Awards and accolades
Aliens was nominated for seven
Academy Awards including Best Music, Best Sound, Best Film Editing, and Best Art Direction/Set Decoration. The film won two awards for
Sound Effects Editing and
Visual Effects. Sigourney Weaver received her first Academy Award nomination for
Best Actress. Although Weaver didn't win, it was considered a landmark nomination for an actress to be considered for a science fiction/horror film, a genre which was given little recognition by the Academy in 1986.
Aliens won eight
Saturn Awards in the categories of Best science fiction film, Best actress (Sigourney Weaver), Best supporting actor (
Bill Paxton), Best supporting actress (
Jenette Goldstein), Best performance by a younger actor (
Carrie Henn), Best direction (James Cameron), Best writing (James Cameron), and Best special effects (
Stan Winston and the L.A. Effects Group).
Time Magazine named
Aliens in their Best of '86 list calling it a "technically awesome blend of the horror, sci-fi and service- comedy genres." In 2007,
Entertainment Weekly named
Aliens as the second-best action movie of all time, behind
Die Hard. IGN ranked it third in its "Top 25 Action Films of All-Time", stating that "there won't be an
Alien movie as scary – or exciting – as this one made ever again."
Special edition
A "Special Edition" of
Aliens was released in 1992 on
laserdisc and
VHS that restored seventeen minutes of deleted footage. These additions include a segment showing Newt's family first encountering the derelict spacecraft on LV-426, Ripley learning that her daughter died during the years that Ripley was in hypersleep, a scene in the operations building in which the Marines use sentry guns against the Aliens, and several extended dialogue scenes between Ripley and the Marines.

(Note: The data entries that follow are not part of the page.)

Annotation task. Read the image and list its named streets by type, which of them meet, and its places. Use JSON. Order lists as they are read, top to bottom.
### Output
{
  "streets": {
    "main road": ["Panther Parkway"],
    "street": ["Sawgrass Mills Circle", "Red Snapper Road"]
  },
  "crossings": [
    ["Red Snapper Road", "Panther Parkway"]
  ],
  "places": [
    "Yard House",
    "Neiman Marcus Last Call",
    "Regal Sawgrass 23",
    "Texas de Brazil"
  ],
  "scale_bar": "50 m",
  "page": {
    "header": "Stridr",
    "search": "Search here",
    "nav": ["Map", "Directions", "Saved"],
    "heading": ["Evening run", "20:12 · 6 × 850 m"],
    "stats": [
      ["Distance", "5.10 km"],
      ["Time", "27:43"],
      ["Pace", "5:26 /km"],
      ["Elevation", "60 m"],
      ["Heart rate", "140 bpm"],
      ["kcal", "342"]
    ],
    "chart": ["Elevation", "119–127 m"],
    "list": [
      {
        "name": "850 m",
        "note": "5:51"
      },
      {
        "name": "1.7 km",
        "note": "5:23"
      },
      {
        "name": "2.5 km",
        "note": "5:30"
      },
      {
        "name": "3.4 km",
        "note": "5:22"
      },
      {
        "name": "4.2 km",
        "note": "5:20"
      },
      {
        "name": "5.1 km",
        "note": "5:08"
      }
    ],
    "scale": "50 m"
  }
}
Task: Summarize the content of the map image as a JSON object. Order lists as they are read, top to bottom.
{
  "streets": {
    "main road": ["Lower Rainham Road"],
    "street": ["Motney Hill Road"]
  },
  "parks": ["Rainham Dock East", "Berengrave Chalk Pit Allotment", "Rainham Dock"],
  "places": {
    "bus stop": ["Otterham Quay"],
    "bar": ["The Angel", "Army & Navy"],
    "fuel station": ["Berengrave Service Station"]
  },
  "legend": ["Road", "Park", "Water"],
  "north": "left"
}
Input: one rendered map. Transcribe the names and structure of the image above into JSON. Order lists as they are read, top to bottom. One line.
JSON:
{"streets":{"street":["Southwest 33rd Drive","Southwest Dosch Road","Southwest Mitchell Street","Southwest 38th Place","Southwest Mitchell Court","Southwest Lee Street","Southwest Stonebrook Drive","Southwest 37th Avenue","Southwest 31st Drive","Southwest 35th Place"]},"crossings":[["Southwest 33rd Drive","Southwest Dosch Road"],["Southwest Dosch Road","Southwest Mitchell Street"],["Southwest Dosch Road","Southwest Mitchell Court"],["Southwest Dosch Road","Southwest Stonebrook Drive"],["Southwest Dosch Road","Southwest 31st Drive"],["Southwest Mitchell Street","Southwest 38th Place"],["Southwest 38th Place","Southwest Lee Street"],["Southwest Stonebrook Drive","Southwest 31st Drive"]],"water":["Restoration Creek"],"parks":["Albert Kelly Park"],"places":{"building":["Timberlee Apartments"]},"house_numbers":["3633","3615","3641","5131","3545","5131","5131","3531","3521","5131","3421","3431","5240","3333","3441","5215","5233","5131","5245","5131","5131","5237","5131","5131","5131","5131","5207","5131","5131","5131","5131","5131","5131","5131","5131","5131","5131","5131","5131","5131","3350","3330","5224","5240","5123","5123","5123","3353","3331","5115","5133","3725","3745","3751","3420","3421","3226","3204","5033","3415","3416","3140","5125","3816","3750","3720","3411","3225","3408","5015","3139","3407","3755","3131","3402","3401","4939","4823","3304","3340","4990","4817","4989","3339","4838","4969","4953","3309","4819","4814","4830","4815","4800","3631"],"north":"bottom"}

The special edition was released as part of
The Alien Legacy DVD box set in 1999 along with
Alien and
Alien 3. Both the theatrical version and the special edition were released again in 2003 as part of the
Alien Quadrilogy DVD box set along with similar versions of
Alien,
Alien 3, and
Alien Resurrection. A separate two-disc "Special Collector's Edition" DVD of
Aliens was released on
January 6,
2004 containing the same material as the two
Aliens discs in the
Quadrilogy set. Additional content in these versions included an
audio commentary for the special edition featuring director James Cameron, producer Gale Hurd, special effects artist
Stan Winston and supervisors Robert and Dennis Skotak, miniature effects supervisor Pat McClung, and actors Christopher and Carrie Henn, Michael Biehn, Bill Paxton, Lance Henriksen, and Jenette Goldstein. The second disc included special features relating to pre-production, production, and post-production.